== Your objective ==
Say how many lines in the entries hold the word "Άτλαντα", and reply with that number only.

****************

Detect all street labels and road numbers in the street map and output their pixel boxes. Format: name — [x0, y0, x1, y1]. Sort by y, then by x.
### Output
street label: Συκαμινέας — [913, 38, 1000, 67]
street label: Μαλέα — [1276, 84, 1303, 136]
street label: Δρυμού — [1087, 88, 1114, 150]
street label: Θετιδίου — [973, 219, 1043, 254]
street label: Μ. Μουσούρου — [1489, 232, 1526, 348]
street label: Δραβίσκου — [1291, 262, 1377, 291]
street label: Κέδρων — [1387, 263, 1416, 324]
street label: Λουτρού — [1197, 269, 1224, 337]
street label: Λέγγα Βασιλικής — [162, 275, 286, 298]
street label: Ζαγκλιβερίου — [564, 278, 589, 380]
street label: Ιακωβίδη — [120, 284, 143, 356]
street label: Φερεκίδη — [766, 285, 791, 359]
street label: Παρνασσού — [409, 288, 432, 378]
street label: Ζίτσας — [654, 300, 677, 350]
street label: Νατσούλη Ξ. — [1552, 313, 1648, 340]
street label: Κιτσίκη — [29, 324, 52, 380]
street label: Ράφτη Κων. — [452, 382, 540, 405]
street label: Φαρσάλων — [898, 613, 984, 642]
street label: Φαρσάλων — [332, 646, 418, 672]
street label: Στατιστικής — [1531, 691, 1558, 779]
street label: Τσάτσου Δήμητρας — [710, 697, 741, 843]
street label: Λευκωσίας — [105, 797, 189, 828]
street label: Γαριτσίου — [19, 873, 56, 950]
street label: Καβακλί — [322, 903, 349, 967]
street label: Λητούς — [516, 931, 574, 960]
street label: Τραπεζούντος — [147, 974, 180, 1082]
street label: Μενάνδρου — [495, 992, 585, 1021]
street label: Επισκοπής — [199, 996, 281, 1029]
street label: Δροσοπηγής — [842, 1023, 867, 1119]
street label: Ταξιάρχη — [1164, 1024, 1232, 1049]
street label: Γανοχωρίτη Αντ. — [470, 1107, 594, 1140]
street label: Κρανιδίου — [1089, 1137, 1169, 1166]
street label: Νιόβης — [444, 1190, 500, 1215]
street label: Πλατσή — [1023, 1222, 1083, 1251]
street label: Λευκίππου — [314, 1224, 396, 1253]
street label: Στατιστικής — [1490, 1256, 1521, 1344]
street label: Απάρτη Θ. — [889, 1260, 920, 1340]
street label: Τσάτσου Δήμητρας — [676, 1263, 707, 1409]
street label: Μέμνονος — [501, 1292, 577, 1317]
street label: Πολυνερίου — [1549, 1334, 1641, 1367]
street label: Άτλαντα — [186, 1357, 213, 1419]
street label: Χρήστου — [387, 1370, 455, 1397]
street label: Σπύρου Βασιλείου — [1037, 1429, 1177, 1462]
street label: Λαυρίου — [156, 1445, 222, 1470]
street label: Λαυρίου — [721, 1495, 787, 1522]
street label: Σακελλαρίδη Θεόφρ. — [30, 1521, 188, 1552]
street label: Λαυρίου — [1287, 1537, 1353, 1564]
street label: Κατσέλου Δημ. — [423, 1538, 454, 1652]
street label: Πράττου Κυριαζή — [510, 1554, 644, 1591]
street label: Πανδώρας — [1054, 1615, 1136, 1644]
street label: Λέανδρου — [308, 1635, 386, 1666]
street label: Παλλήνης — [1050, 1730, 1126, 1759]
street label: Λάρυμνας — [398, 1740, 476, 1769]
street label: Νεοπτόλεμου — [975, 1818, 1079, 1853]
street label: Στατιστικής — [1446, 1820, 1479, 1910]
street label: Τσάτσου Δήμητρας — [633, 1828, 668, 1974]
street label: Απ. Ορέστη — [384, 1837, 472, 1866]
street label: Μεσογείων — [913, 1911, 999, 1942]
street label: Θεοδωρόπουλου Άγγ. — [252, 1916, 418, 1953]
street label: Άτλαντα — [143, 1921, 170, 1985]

****************

== Answer below ==
2